KPDS-2008-Spring-05
May 4, 2008 • 2 min
Leonardo da Vinci is a member of a very small class of “transformative geniuses,” not ordinary or common geniuses, who have contributed abundantly to their fields, but rather the ones who have created or defined entire fields. In literature, no one asks, “Who was the greatest writer?” Honest debate can start at Number Two. Shakespeare, the consensus choice as greatest writer, is a member of this class of transformative geniuses. Similarly, Isaac Newton is recognized as the greatest among scientists and mathematicians; Ludwig van Beethoven, and possibly Bach and Mozart, are the transformative geniuses among composers. The most recent transformative genius the world has seen may have been Albert Einstein, a scientist like Newton – and Time Magazine’s “Man of the Century” for the 20th century. In ranking artists, one can start the debate at Number Three – a rank for which Raphael and Rembrandt are candidates, or perhaps one of the great French Impressionists, or the 20th century’s most famous artist, Picasso. The ranks of Number One and Number Two, however, are reserved for Leonardo and Michelangelo, taken in either order. These two are far above all other artists. Michelangelo lived a very long lifetime of eighty-nine years, and was productive to the end.
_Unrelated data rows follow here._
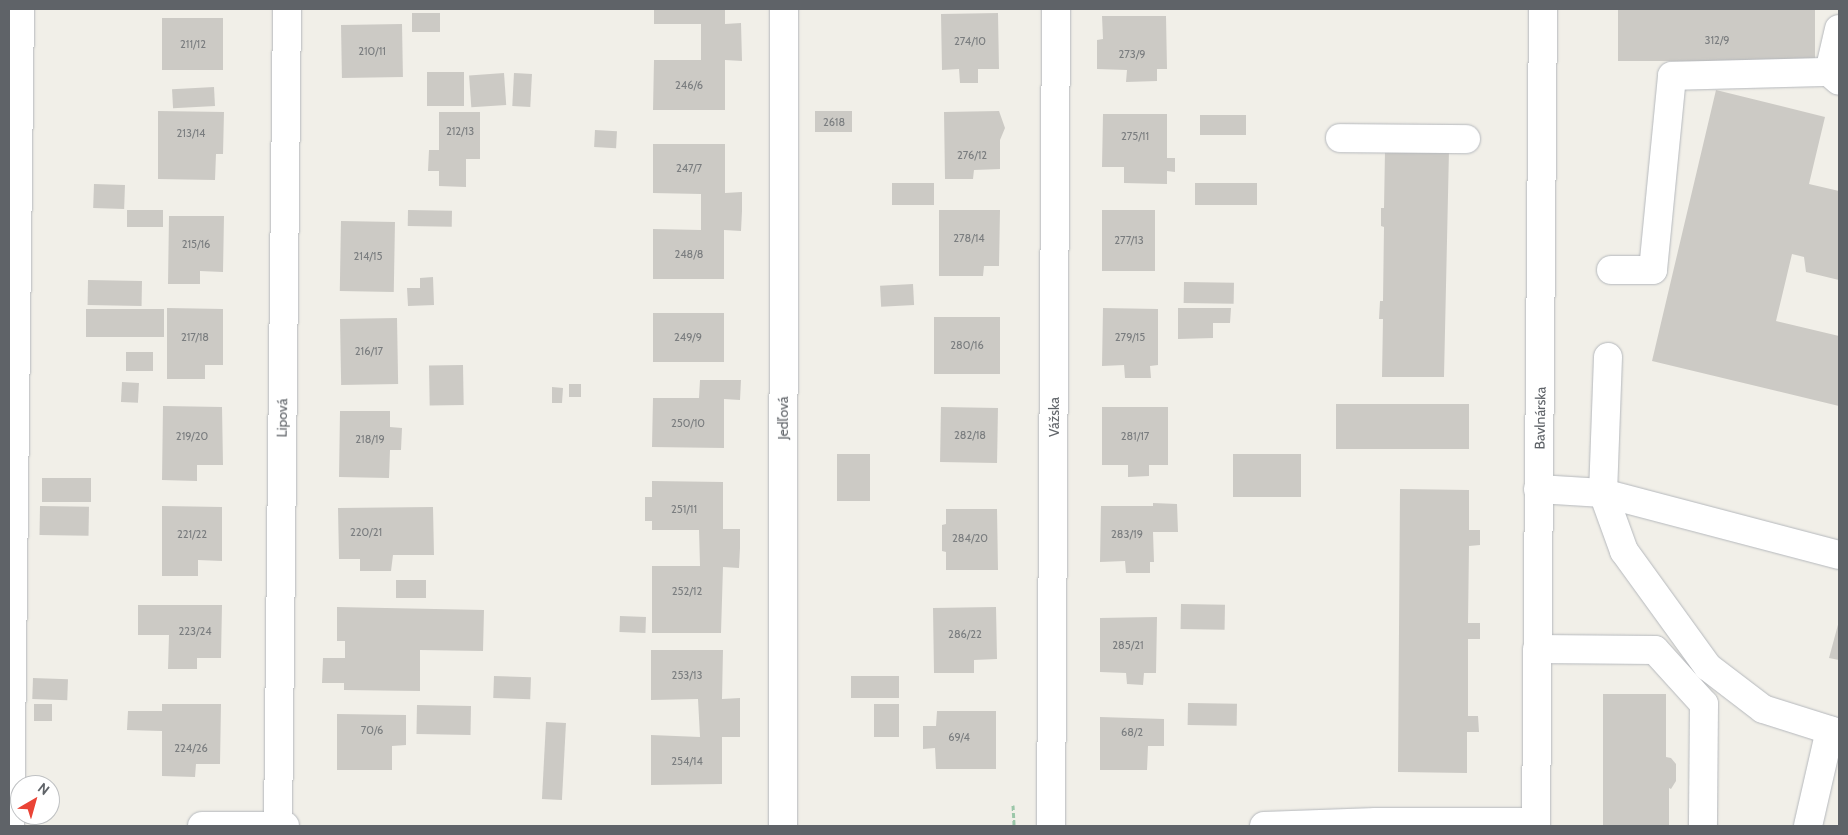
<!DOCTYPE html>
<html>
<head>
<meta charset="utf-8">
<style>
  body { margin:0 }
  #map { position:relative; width:1848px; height:835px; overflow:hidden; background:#f1efe8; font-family:Cabin,sans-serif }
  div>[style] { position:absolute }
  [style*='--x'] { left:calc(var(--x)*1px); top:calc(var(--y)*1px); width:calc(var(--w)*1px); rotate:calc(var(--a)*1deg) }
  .building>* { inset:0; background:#cccac5; transform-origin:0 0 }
  .path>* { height:3px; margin-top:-1.5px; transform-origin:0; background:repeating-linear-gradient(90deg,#9cc7a9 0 5px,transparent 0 7.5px) }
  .roads { filter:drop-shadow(0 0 1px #b5b8bc) drop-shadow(0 0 1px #b5b8bc) }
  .minor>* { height:28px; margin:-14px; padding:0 14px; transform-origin:14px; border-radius:14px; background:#fff }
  span { translate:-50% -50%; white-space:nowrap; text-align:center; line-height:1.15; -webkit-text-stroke:5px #fff; paint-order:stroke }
  .number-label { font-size:11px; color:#7a7d7f }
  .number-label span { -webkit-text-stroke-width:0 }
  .street-label { font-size:14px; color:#5f6368 }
  .frame { position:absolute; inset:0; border:10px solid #5f6368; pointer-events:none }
  .north { position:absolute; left:10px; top:775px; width:50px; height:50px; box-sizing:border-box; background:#fff; border:1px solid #bfc1c3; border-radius:50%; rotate:38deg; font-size:14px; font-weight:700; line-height:20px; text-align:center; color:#5f6368 }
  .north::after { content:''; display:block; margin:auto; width:18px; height:22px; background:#ea4335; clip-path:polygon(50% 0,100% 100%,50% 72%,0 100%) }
</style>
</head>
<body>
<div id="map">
  <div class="building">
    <div style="clip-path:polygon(654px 9px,725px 9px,725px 24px,741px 23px,742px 61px,725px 60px,725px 110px,653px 110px,654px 60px,701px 60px,701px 24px,654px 24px)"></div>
    <div style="left:1618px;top:9px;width:197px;height:52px"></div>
    <div style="left:412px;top:13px;width:28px;height:19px"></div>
    <div style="clip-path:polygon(998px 13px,999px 69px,978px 69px,978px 83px,960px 83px,959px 69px,942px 70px,941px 14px)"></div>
    <div style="clip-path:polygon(1102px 16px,1166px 16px,1167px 69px,1157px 69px,1157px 81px,1126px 82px,1127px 70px,1097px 69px,1097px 40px,1103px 39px)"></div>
    <div style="left:162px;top:18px;width:61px;height:52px"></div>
    <div style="left:402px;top:24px;width:53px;height:61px;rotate:89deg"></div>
    <div style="left:427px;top:72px;width:37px;height:34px"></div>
    <div style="left:504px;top:73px;width:32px;height:35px;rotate:86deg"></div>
    <div style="left:514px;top:73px;width:18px;height:33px;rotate:3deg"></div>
    <div style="left:214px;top:87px;width:19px;height:42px;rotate:87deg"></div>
    <div style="clip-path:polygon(1716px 90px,1825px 117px,1809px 184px,1839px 191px,1839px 280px,1806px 272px,1804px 257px,1792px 254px,1776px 321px,1839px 336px,1839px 406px,1652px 361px)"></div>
    <div style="clip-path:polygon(158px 111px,224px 112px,223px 154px,216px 154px,215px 180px,158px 179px)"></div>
    <div style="left:852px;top:111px;width:21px;height:37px;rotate:90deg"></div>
    <div style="clip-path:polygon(999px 111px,1005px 128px,1000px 140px,1000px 169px,974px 170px,973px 179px,945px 179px,944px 112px)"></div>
    <div style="clip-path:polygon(439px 112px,480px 112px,480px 159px,466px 159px,466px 187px,439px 186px,439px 171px,428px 171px,429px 150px,439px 150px)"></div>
    <div style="clip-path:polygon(1103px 114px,1167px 114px,1167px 158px,1175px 158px,1175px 172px,1167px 171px,1167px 184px,1124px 183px,1124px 167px,1102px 167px)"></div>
    <div style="left:1200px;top:115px;width:46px;height:20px"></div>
    <div style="left:595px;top:130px;width:22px;height:17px;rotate:3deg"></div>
    <div style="clip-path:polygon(653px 144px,725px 144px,725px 193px,742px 192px,742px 211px,741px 231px,724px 230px,724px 279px,653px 279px,653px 229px,701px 230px,701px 194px,653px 193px)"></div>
    <div style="clip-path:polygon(1385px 150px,1449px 150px,1444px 377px,1382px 377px,1383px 319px,1379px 319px,1380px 301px,1383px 301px,1384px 227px,1381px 226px,1381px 208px,1384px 208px)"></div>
    <div style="left:892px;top:183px;width:42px;height:22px"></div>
    <div style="left:1195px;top:183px;width:62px;height:22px"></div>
    <div style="left:94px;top:184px;width:31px;height:24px;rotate:2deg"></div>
    <div style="left:127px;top:210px;width:36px;height:17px"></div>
    <div style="left:408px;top:210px;width:44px;height:16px;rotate:1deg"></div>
    <div style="clip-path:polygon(939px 210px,1000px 210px,999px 266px,984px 266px,983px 276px,939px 276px)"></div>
    <div style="left:1102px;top:210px;width:53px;height:61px"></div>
    <div style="clip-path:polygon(169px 216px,224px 216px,223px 272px,200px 271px,200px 284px,168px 284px)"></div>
    <div style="left:341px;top:221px;width:54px;height:70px;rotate:1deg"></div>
    <div style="clip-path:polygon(433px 277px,434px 305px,408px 306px,407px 288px,420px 288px,420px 278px)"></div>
    <div style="left:88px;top:280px;width:54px;height:25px;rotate:1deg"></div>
    <div style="left:1184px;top:282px;width:50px;height:21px;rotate:1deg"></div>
    <div style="left:913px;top:284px;width:21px;height:33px;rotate:87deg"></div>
    <div style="clip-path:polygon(167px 308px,223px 309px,223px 365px,205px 365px,205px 379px,167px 379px)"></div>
    <div style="clip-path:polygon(1103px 308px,1158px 309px,1158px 365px,1150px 366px,1151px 378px,1125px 378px,1124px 365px,1102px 366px)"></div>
    <div style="clip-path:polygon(1178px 308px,1231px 308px,1230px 323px,1213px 323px,1213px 338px,1178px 339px)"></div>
    <div style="left:86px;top:309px;width:78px;height:28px"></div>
    <div style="left:653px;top:313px;width:71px;height:49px"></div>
    <div style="left:934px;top:317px;width:66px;height:57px"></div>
    <div style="left:397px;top:318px;width:66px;height:57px;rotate:89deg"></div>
    <div style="left:126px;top:352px;width:27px;height:19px"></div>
    <div style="left:463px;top:365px;width:40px;height:34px;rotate:89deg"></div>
    <div style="clip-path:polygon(700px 380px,741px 380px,740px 400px,724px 399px,724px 448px,652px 447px,653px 398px,699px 398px)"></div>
    <div style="left:122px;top:382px;width:17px;height:20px;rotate:3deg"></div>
    <div style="left:569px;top:384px;width:12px;height:13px"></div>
    <div style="clip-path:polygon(552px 387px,563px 388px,562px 403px,552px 403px)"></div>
    <div style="left:1336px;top:404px;width:133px;height:45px"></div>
    <div style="clip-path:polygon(163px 406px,222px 407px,223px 465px,197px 465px,197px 481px,162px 480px)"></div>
    <div style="left:941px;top:407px;width:57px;height:55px;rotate:1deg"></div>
    <div style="clip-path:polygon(1102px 407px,1168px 407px,1168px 465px,1149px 465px,1149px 476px,1128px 477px,1128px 465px,1102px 465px)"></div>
    <div style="clip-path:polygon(340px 411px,390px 411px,390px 427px,402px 428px,401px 450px,390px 450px,389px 478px,339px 477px)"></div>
    <div style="left:837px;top:454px;width:33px;height:47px"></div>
    <div style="left:1233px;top:454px;width:68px;height:43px"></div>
    <div style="left:42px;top:478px;width:49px;height:24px"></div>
    <div style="clip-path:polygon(652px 481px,723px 482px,723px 529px,740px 529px,740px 548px,739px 568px,723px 567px,721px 633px,652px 633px,652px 566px,700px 566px,699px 530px,652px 530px,652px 521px,645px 521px,645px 497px,652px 497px)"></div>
    <div style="clip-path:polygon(1400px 489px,1469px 490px,1469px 530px,1480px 530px,1480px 545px,1469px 546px,1468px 623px,1480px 623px,1480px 639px,1468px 639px,1468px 716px,1478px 716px,1479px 732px,1467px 732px,1467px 773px,1398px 772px)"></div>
    <div style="clip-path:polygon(1153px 503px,1177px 504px,1178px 532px,1153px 532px,1154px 562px,1150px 562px,1150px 573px,1126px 573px,1125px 561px,1100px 562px,1101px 506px,1153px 506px)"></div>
    <div style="left:40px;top:506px;width:49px;height:29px;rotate:1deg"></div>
    <div style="clip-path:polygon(162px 506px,222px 507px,222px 561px,198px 560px,198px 576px,162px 576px)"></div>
    <div style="clip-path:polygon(433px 507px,434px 555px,393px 555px,391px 571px,360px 571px,360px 559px,339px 559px,338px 508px)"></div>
    <div style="clip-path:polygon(946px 509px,997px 509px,998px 570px,946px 570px,946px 552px,942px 551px,942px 525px,946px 524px)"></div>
    <div style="left:396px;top:580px;width:30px;height:18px"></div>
    <div style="left:1181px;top:604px;width:44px;height:25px;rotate:1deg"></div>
    <div style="clip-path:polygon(138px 605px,222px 605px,221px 658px,197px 658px,197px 669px,168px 669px,169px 635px,138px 635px)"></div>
    <div style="clip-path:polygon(337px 607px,484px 610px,483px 651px,420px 650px,420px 691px,344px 690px,344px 683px,322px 683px,323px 658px,345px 658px,345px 641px,337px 641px)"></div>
    <div style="clip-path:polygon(996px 607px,997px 659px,974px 660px,974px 673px,934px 673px,933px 608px)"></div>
    <div style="left:620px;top:616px;width:26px;height:16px;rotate:2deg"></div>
    <div style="clip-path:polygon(1157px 617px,1156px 673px,1144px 673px,1143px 685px,1127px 684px,1126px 673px,1100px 672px,1100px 618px)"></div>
    <div style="clip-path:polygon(1839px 621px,1839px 660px,1829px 658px)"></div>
    <div style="clip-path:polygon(651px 650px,723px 650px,722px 699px,740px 698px,740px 737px,722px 737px,722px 784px,651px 785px,651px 735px,700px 737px,698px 699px,651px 700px)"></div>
    <div style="left:494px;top:676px;width:37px;height:22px;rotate:2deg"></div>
    <div style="left:899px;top:676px;width:22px;height:48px;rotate:90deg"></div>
    <div style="left:33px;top:678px;width:35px;height:21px;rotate:2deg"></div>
    <div style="clip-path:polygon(1603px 694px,1666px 694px,1666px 757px,1671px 758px,1676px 764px,1676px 781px,1671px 789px,1669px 788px,1669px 826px,1603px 826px)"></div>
    <div style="left:1188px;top:703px;width:49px;height:22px;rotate:1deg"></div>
    <div style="left:34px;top:704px;width:18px;height:17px"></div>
    <div style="clip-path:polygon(162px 704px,221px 704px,220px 764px,196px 764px,195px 777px,162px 776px,162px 731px,127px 730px,128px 711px,162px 711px)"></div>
    <div style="left:874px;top:704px;width:25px;height:33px"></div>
    <div style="left:417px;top:705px;width:54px;height:29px;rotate:1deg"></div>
    <div style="clip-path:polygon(937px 711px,996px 711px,996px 769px,936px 769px,935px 748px,923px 749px,923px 726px,936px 726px)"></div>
    <div style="clip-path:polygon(337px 714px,406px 715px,406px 745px,392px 746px,392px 770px,337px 770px)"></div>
    <div style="clip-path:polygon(1100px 717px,1164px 719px,1164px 746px,1148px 746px,1147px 770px,1100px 770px)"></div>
    <div style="left:546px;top:722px;width:20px;height:77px;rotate:3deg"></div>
  </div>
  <div class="path">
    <div style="--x:1013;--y:805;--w:21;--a:87"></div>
  </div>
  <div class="roads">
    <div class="minor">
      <div style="--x:1839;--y:29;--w:44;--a:103.1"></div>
      <div style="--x:1829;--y:72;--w:13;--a:42"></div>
      <div style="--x:1340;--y:138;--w:126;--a:0.5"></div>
      <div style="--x:1611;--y:270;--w:42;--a:0"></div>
      <div style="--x:1653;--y:270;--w:195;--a:-84.4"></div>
      <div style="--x:1672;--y:76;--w:157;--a:-1.5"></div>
      <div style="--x:1608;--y:357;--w:136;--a:92.1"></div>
      <div style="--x:1603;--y:493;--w:62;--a:70.1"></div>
      <div style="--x:1624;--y:551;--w:143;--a:54.1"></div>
      <div style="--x:1708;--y:667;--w:69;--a:37.4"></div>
      <div style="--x:1763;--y:709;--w:80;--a:17.5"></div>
      <div style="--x:1538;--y:489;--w:65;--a:3.5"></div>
      <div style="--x:1603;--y:493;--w:244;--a:14.7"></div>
      <div style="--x:1537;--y:649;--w:118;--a:0.5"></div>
      <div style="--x:1655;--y:650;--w:73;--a:47.8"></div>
      <div style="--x:1704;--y:704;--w:122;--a:90.5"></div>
      <div style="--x:10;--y:826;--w:817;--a:-89.3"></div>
      <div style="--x:202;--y:826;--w:83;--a:0"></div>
      <div style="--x:278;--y:826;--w:817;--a:-89.37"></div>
      <div style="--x:783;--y:826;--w:817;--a:-89.93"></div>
      <div style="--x:1051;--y:826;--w:817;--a:-89.65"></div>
      <div style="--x:1264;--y:826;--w:112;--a:-2"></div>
      <div style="--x:1376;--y:822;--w:160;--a:0"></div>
      <div style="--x:1536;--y:826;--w:817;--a:-89.51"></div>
      <div style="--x:1808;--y:826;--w:98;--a:-77.1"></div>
    </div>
  </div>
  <div class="number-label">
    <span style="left:1717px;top:40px">312/9</span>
    <span style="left:970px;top:41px">274/10</span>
    <span style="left:193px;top:44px">211/12</span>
    <span style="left:372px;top:51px">210/11</span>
    <span style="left:1132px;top:54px">273/9</span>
    <span style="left:689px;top:85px">246/6</span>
    <span style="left:834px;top:122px">2618</span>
    <span style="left:460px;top:131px">212/13</span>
    <span style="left:191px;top:133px">213/14</span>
    <span style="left:1135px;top:136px">275/11</span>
    <span style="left:972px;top:155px">276/12</span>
    <span style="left:689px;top:168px">247/7</span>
    <span style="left:969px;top:238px">278/14</span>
    <span style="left:1129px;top:240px">277/13</span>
    <span style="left:196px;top:244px">215/16</span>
    <span style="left:689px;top:254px">248/8</span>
    <span style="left:368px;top:256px">214/15</span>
    <span style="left:195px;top:337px">217/18</span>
    <span style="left:688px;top:337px">249/9</span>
    <span style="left:1130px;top:337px">279/15</span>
    <span style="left:967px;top:345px">280/16</span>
    <span style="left:369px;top:351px">216/17</span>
    <span style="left:688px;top:423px">250/10</span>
    <span style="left:970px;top:435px">282/18</span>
    <span style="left:192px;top:436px">219/20</span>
    <span style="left:1135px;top:436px">281/17</span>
    <span style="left:370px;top:439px">218/19</span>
    <span style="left:684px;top:509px">251/11</span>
    <span style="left:366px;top:532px">220/21</span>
    <span style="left:192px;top:534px">221/22</span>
    <span style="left:1127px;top:534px">283/19</span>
    <span style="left:970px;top:538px">284/20</span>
    <span style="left:687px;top:591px">252/12</span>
    <span style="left:195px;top:631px">223/24</span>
    <span style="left:965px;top:634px">286/22</span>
    <span style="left:1128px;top:645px">285/21</span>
    <span style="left:687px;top:675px">253/13</span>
    <span style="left:372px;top:730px">70/6</span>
    <span style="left:1132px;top:732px">68/2</span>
    <span style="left:959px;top:737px">69/4</span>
    <span style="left:191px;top:748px">224/26</span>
    <span style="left:687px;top:761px">254/14</span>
  </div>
  <div class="street-label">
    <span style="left:1054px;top:417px;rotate:-90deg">Vážska</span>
    <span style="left:282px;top:418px;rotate:-89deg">Lipová</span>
    <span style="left:783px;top:418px;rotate:-90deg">Jedľová</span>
    <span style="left:1540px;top:418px;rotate:-89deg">Bavlnárska</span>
  </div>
  <div class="frame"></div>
  <div class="north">N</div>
</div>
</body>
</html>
Leonardo, on the other hand, lived sixty-seven years, and left behind just a dozen paintings. And only a half of these are incontrovertibly one hundred per cent by him. In contrast, Rembrandt painted hundreds of paintings, 57 of himself alone; van Gogh created nine hundred paintings in a period of nine years. So how can we put Leonardo at the very pinnacle? The answer is really quite simple: his dozen or so paintings include the Number One and the Number Two most famous paintings in the history of art – The Last Supper and Mona Lisa.